Hence, the CBA for Web defacement is “-6000”.
To calculate CBA for Theft of equipment:
Substitute the value of “ALE (prior)” as “5000” and “ALE (post)” as “2500” and “ACS” as “15000” in the equation (3).
Hence, the CBA for Theft of equipment is “-12500”.
To calculate CBA for Viruses, worms, Trojan Horses:
Substitute the value of “ALE (prior)” as “78000” and “ALE (post)” as “18000” and “ACS” as “15000” in the equation (3).
Hence, the CBA for Viruses, worms, Trojan Horses is “45000”.
To calculate CBA for Denial-of-service attacks:
Substitute the value of “ALE (prior)” as “10000” and “ALE (post)” as “5000” and “ACS” as “10000” in the equation (3).

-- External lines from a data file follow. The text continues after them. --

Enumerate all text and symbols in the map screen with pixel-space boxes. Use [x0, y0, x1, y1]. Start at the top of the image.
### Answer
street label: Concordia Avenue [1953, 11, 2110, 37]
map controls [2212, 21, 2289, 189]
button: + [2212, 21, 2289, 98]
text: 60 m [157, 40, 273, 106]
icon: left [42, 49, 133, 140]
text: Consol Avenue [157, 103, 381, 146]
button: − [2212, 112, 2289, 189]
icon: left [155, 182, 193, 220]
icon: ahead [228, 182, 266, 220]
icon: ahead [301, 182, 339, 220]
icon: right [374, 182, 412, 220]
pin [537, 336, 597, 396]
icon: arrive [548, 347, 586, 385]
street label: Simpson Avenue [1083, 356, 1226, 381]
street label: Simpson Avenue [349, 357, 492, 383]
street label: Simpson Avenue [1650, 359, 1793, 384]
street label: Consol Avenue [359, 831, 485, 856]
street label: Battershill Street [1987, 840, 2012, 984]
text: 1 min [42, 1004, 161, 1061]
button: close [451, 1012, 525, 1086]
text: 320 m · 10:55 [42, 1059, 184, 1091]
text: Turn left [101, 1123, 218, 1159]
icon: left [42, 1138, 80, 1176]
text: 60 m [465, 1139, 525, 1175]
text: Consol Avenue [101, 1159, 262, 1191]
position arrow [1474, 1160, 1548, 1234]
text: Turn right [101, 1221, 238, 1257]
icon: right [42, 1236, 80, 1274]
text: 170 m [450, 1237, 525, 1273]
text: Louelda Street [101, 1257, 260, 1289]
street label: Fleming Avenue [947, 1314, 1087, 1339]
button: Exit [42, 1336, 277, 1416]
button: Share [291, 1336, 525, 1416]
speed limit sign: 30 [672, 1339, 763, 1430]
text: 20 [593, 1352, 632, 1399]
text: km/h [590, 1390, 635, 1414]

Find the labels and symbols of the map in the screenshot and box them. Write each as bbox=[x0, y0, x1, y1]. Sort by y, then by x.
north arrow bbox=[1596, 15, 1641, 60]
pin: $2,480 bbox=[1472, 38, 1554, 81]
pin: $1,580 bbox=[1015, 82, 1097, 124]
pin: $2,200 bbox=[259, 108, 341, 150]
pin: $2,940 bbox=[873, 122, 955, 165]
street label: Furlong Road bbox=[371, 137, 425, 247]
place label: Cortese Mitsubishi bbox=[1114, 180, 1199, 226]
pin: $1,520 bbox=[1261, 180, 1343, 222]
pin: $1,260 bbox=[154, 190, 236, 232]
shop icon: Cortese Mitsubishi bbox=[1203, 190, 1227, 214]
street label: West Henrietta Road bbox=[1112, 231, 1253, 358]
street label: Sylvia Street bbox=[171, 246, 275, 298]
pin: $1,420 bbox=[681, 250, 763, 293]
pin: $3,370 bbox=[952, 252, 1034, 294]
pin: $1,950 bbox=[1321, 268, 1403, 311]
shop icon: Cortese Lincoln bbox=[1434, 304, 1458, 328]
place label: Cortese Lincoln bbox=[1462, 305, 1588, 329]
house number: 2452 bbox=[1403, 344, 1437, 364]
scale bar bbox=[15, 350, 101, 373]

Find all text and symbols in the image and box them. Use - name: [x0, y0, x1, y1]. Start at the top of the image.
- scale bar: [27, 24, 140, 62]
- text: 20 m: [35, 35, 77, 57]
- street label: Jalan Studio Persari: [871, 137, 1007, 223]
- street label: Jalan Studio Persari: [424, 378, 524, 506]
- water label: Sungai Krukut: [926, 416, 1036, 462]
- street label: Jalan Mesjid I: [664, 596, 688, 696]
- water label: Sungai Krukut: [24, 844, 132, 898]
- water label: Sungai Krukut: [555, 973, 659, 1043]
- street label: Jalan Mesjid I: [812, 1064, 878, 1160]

Hence, the CBA for Denial-of-service attacks is “-5000”.
To calculate CBA for Earthquake:
Substitute the value of “ALE (prior)” as “12500” and “ALE (post)” as “12500” and “ACS” as “5000” in the equation (3).
Hence, the CBA for Earthquake is “-5000”.
To calculate CBA for Food:
Substitute the value of “ALE (prior)” as “25000” and “ALE (post)” as “5000” and “ACS” as “10000” in the equation (3).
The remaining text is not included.